# Brief
Pull out every line below that contains the word "object".
──────── Provided records
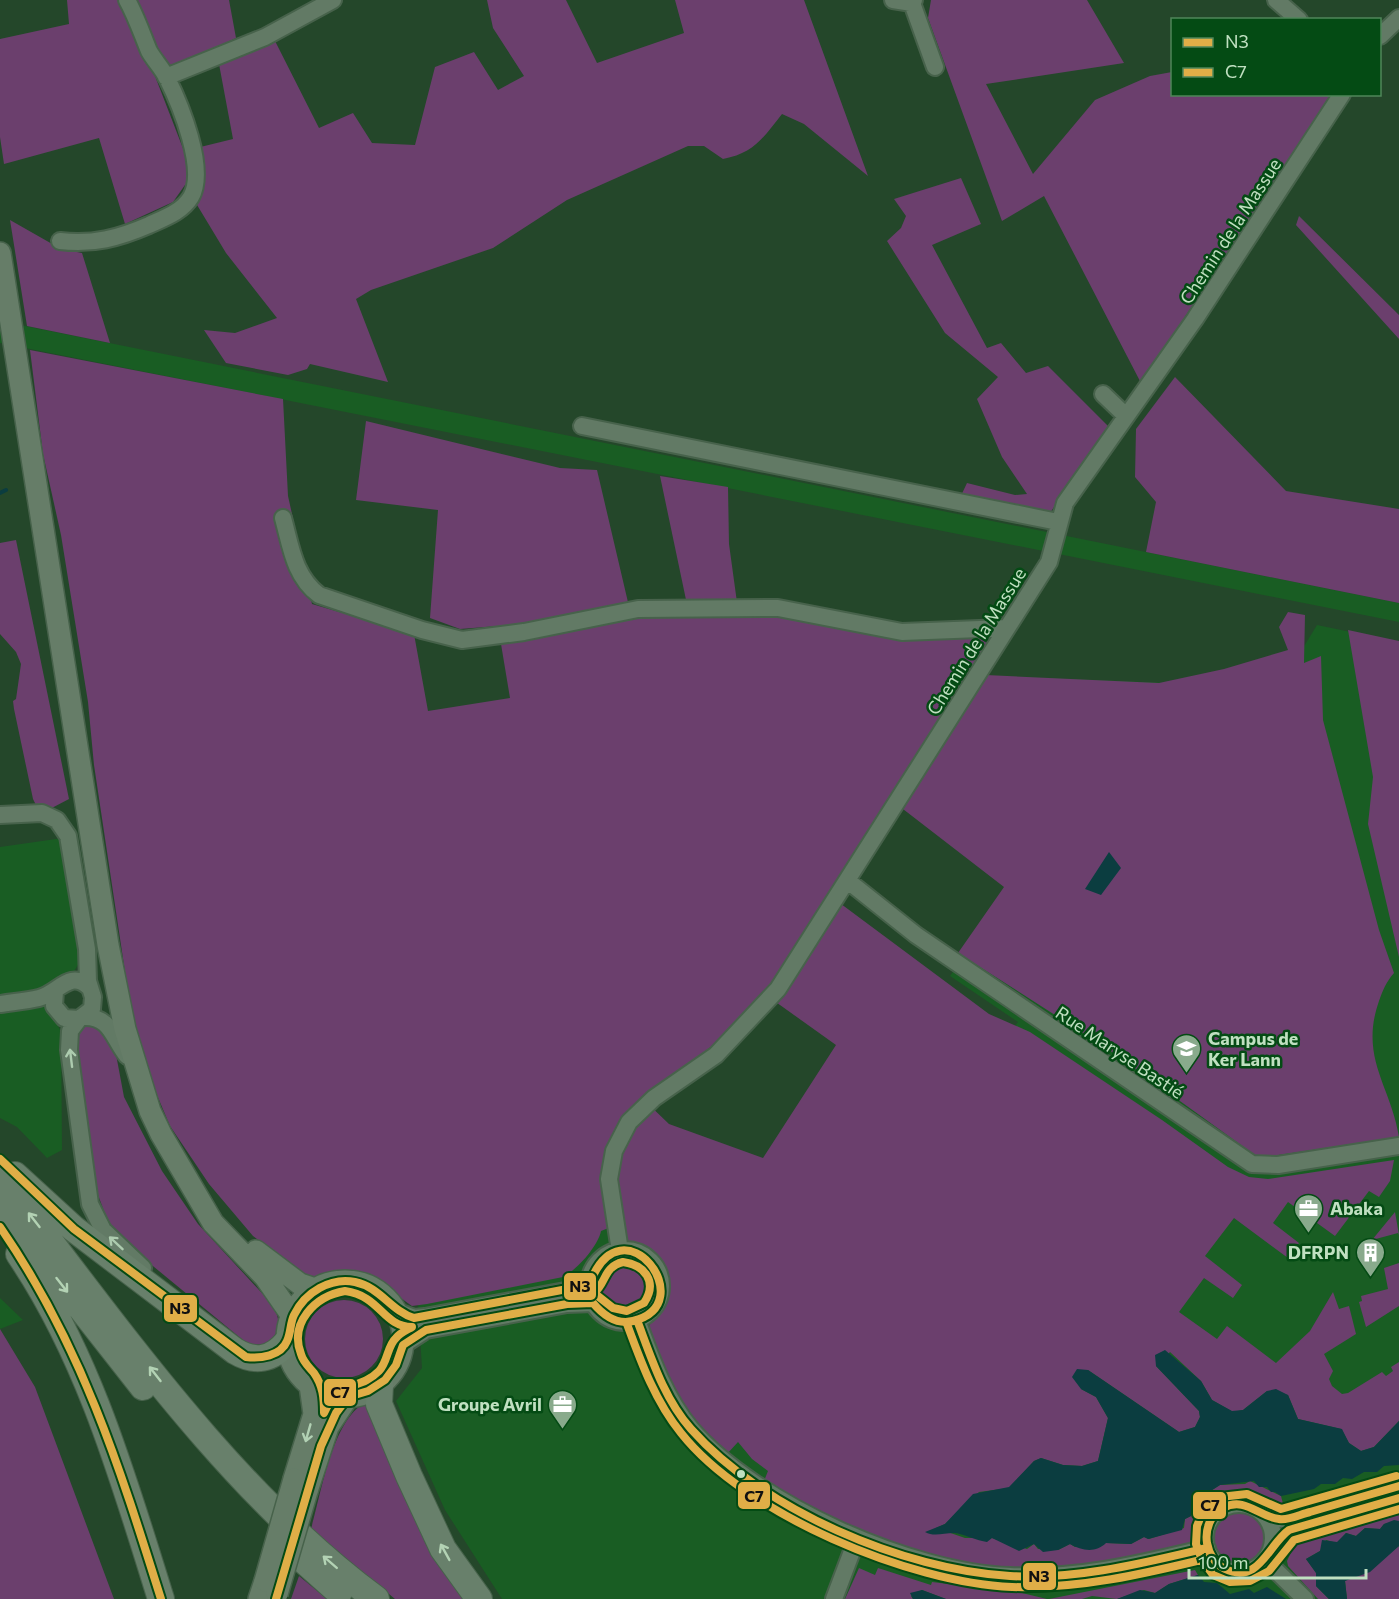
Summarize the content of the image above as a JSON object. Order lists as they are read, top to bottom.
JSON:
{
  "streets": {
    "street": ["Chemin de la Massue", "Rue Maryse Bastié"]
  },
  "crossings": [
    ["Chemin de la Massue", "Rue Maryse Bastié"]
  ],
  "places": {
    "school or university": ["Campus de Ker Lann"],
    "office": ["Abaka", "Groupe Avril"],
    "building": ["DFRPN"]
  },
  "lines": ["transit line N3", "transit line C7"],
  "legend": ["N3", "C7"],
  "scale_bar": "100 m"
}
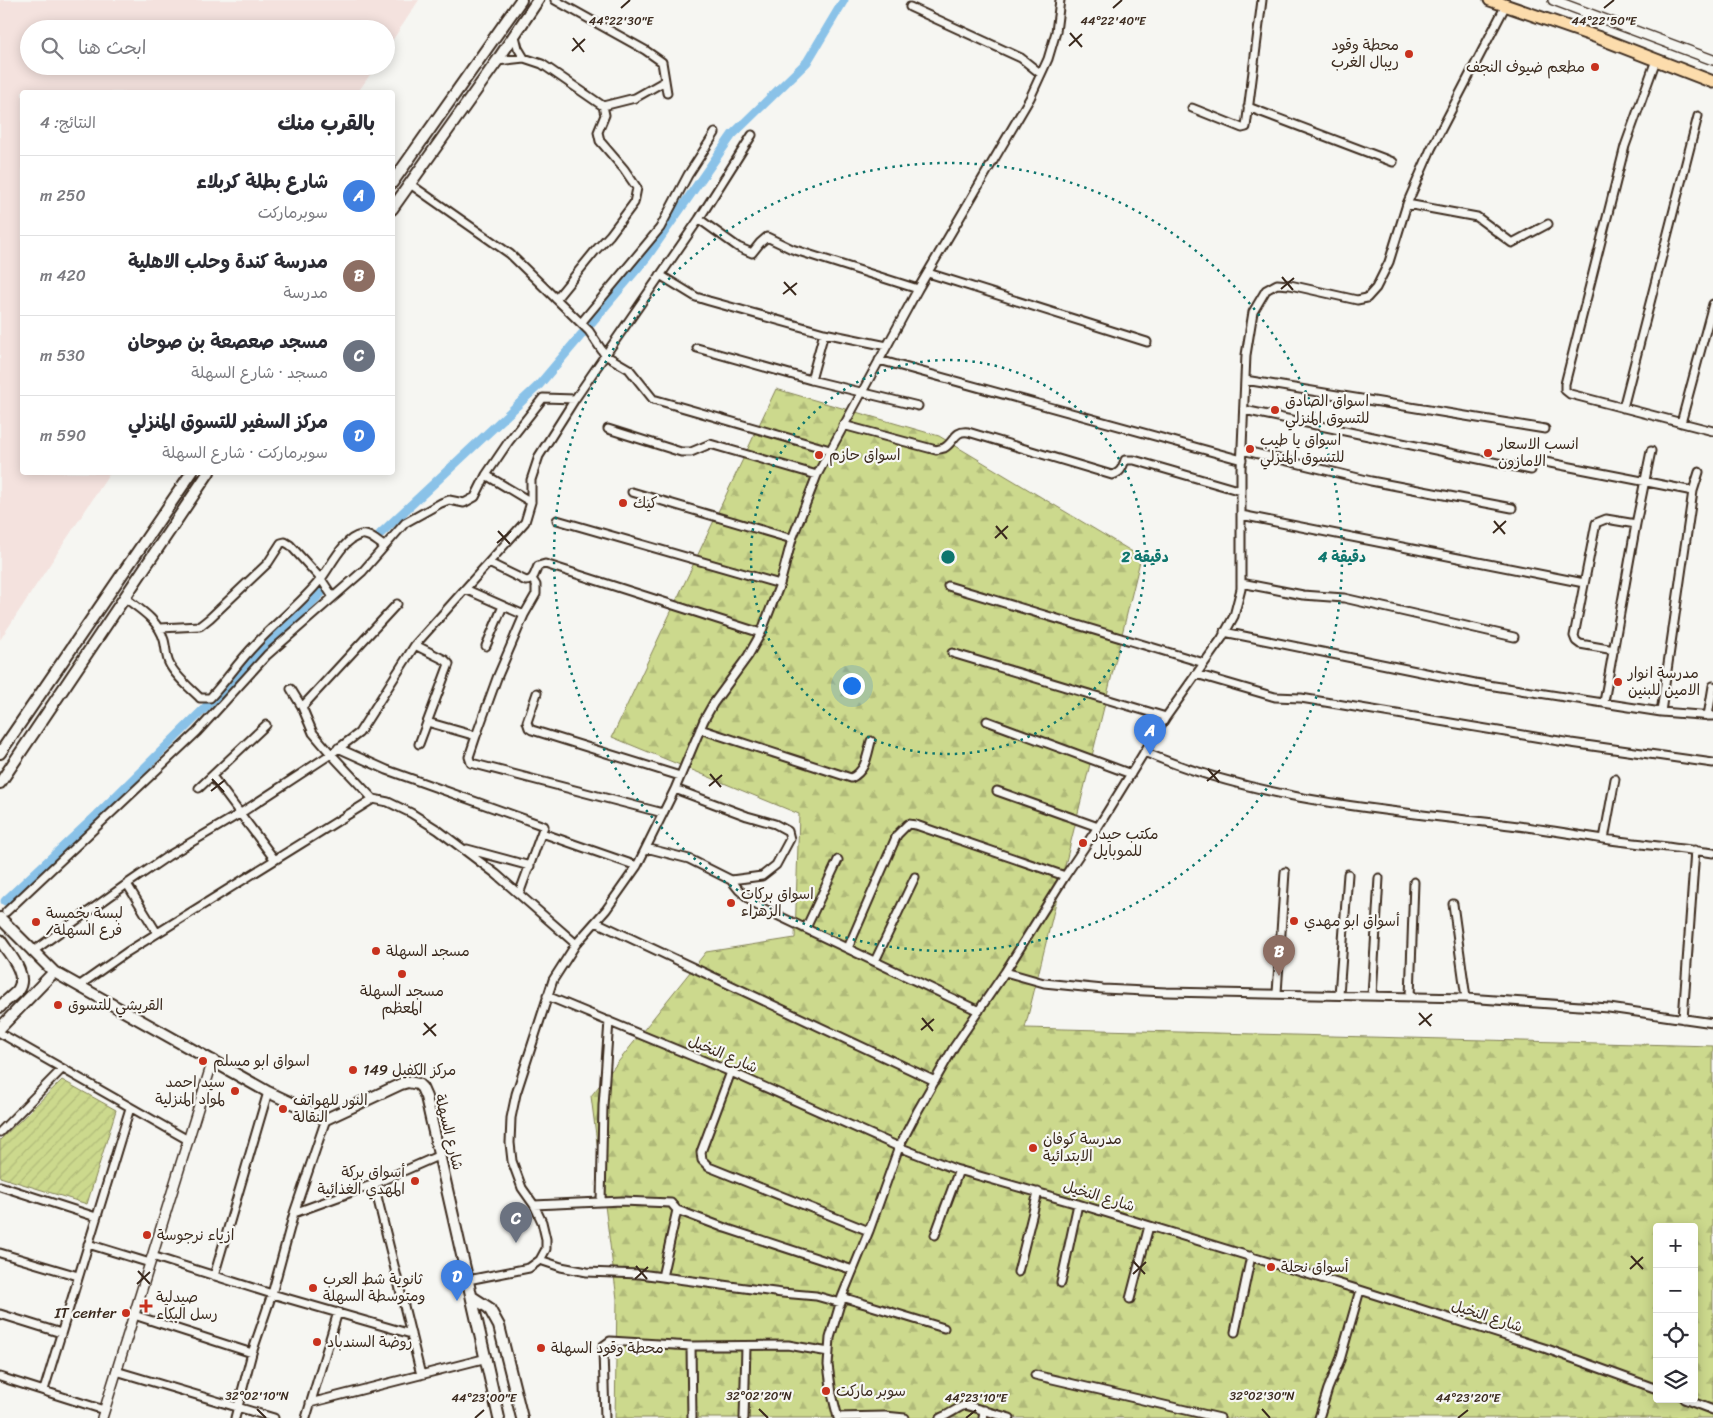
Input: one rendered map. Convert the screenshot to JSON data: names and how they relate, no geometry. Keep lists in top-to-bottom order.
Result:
────────────────
──────── Provided records
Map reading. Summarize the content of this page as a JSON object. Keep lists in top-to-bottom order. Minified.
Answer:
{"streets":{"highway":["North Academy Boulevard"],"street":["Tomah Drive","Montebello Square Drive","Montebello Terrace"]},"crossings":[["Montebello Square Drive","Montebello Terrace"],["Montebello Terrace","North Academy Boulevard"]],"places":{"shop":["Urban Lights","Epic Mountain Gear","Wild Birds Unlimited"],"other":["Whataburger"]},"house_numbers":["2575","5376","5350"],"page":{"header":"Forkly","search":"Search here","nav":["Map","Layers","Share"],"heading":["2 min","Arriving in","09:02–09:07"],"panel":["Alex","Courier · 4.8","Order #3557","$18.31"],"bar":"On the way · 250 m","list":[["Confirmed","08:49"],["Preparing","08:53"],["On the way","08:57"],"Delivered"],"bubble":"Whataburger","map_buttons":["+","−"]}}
────────────────
# Exercise result
Summarize the content of the image above as a JSON object. Order lists as they are read, top to bottom.
Map reading. Summarize the content of this page as a JSON object. Keep lists in top-to-bottom order. Minified.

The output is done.